Lets give these two guys their due.

Thursday, February 26, 2009

SIX REASONS WHY (2008 "western?")

I can give you 666 reasons why not and here are the first eighteen.......(1)  A Campagna Brothers Independent Production; (2) Directed by the Campangna Brothers (Jeff and Matthew); (3) Written by the Campagna Brothers; (4) Executive Producers....the Campagna Brothers; (5) Co-starring the Campagna Brothers; (6) Cinematography by Matthew Campagna; (7) Film Editing by the Campagna Brothers; (8) Casting by the Campagna Brothers; (9) Production Design by the Campagna Brothers; (10) Production Manager...Jeff Campagna; (11) Visual effects supervisor...Matthew Campagna; (12) Stunt Double....Jeff Campagna; (13) two of the three camera operators....The Campagna Brothers; (14) Animator...Matthew Campagna; (15) Wardrobe...The Campagna Brothers; (16) Music Supervisor...Jeff Campagna; (17) The Campagna Brothers, whoever the heck they are and whoever gave them the idea they could make a movie and (18) absolutely, positively the worst attempt at a western ever made.  ONCE UPON A TIME IN THE AUTUMN garners 10 stars compared to this piece of drek!!!!!

A CUPPLA VERY GOOD READS

ESCAPE ARTIST: THE LIFE AND FILMS OF JOHN STURGES by Glenn Lovell.  Finished this gem of a book weeks ago....a very quick and enjoyable read.  Sturges is one of my favorite directors of all time and, hopefully, with this book he will finally get the respect and admiration long due him. Lovell not only goes into anecdotes about the making of Sturges's films but also, with the cooperation of friends and family, delves into Sturge's private life, especially his rampant alcoholism.  Interesting tidbits about the making of BAD DAY AT BLACK ROCK, THE MAGNIFICENT SEVEN, THE GREAT ESCAPE (his best known works) and some of his lesser known films.  It's interesting to compare Lovell's version of how TMS came to fruition with Eli Wallach's (THE GOOD, THE BAD AND ME) and producer Walter Mirisch's (I THOUGHT WE WERE MAKING MOVIES, NOT HISTORY...which, by the way, is a quote Mirisch took from Sturges....and a very, very good account by a Hollywood insider of making movies in the 50's and 60's.)  Lovell talks about how Sturges quickly adapted to making movies in "CinemaScope" vs the old screen ratio and how his framing and use of the widescreen influenced other film makers, often without acknowledgement.

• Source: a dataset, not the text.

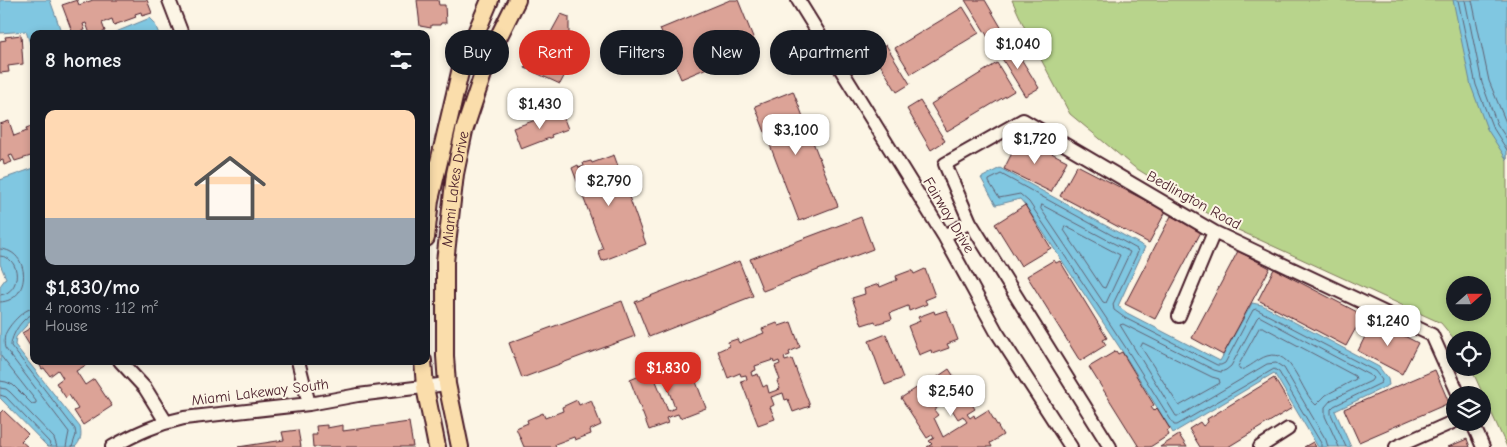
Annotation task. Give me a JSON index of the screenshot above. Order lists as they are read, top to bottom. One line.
{"streets":{"main road":["Miami Lakes Drive"],"street":["Bedlington Road","Fairway Drive","Miami Lakeway South"]},"crossings":[["Miami Lakes Drive","Miami Lakeway South"]],"north":"right","page":{"price":["$1,040","$1,430","$3,100","$1,720","$2,790","$1,240","$1,830","$2,540"],"chip":["Buy","Rent","Filters","New","Apartment"],"heading":"8 homes","list":[{"name":"$1,830/mo","note":"4 rooms · 112 m² · House"}]}}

FIASCO: A HISTORY OF HOLLYWOOD'S ICONIC FLOPS by James Robert Parrish (HOLLYWOOD DIVAS: THE GOOD, THE BAD AND THE FABULOUS....there's that play on titles/words again! & IT'S GOOD TO BE THE KING: THE SERIOUSLY FUNNY LIFE OF MEL BROOKS.)  Some of the movies dealt with are THE CHASE (with Brando, Redford and Fonda), POPEYE, THE COTTON CLUB, ISHTAR (my most hated and despised movie of all time), SHOWGIRLS, WATERWORLD (failed as a movie but made a great action and stunt laden attraction at Universal Studios), BATTLEFIELD EARTH (what in the world was John Travolta thinking?  hmmm....was he kind of pushed into doing it?) and PAINT YOUR WAGON (with Clint and Lee....a movie before one cent was spent was already thought of as being a loser) Who was director Joshua Logan (totally and I mean totally the wrong director from the get-go) talking about when he made this famous rant, "Not since Atilla the Hun swept across Europe leaving 500 years of total blackness has there been a man like ________?"  Why our beloved Lee Marvin, that's who!  And the bad experience on this movie, with its extravagantly wasteful excesses, is credited with giving Clint a valuable lesson in what not to do on a movie, and is one of the reasons why he always brings his films in on time and on budget.  A lot of the anecdotes from the making of these various films I have already heard....but there are some new ones too!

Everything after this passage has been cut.